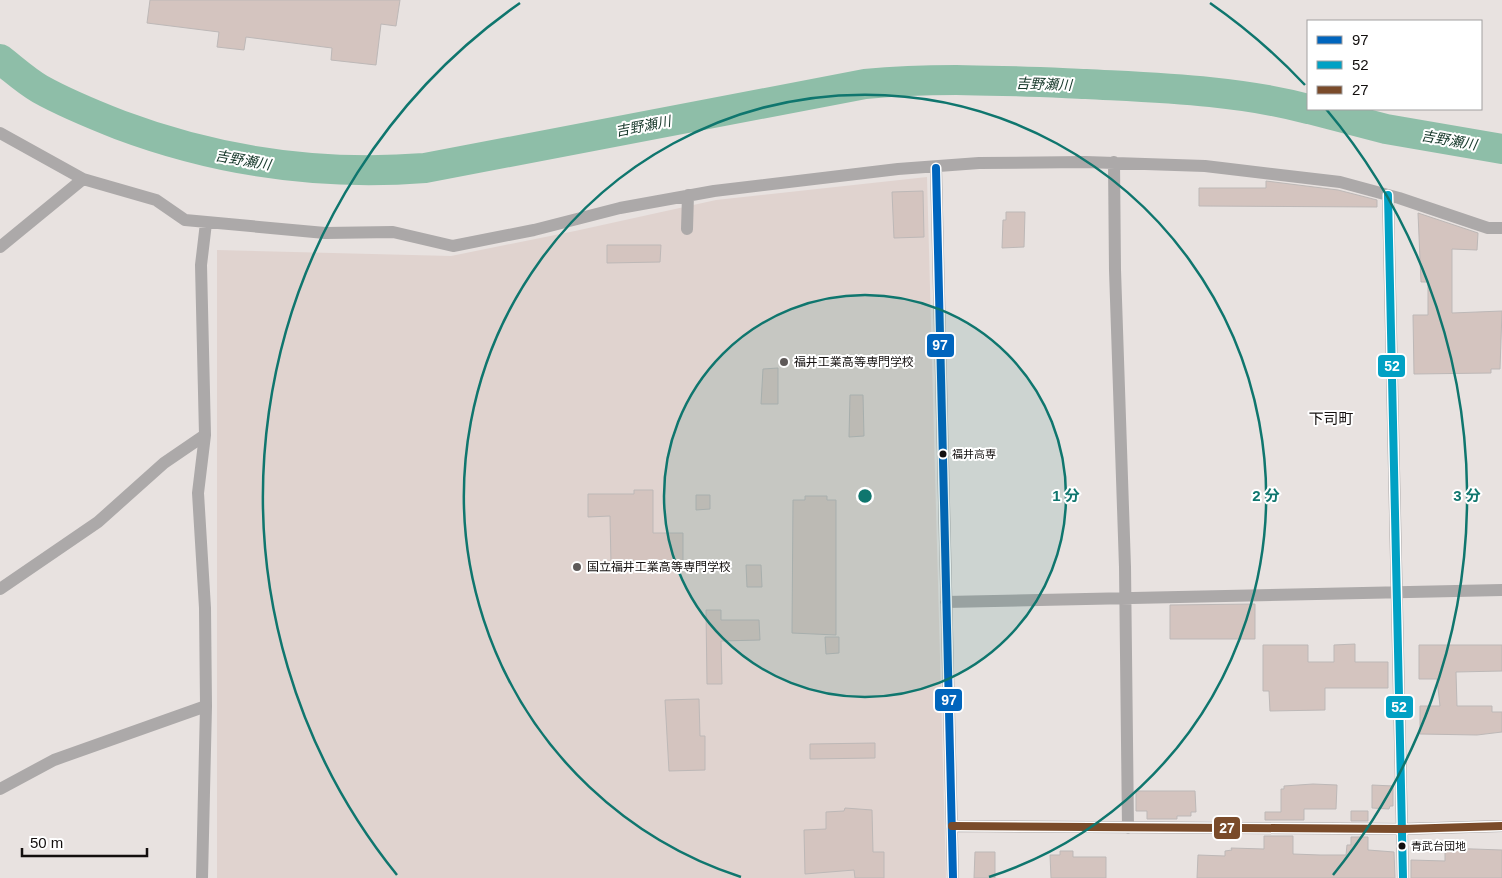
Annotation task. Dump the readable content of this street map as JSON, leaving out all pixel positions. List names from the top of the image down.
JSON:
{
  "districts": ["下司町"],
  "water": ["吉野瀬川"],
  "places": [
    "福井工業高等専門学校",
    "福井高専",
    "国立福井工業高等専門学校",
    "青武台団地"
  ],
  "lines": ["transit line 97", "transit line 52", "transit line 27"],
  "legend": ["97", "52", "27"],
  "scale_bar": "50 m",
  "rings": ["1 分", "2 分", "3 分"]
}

• • • • •

### Try it
Go through the lines above and write each one out verbatim, skipping the pictures.

### Answer to this task
Annotation task. Dump the readable content of this street map as JSON, leaving out all pixel positions. List names from the top of the image down.
JSON:
{
  "districts": ["下司町"],
  "water": ["吉野瀬川"],
  "places": [
    "福井工業高等専門学校",
    "福井高専",
    "国立福井工業高等専門学校",
    "青武台団地"
  ],
  "lines": ["transit line 97", "transit line 52", "transit line 27"],
  "legend": ["97", "52", "27"],
  "scale_bar": "50 m",
  "rings": ["1 分", "2 分", "3 分"]
}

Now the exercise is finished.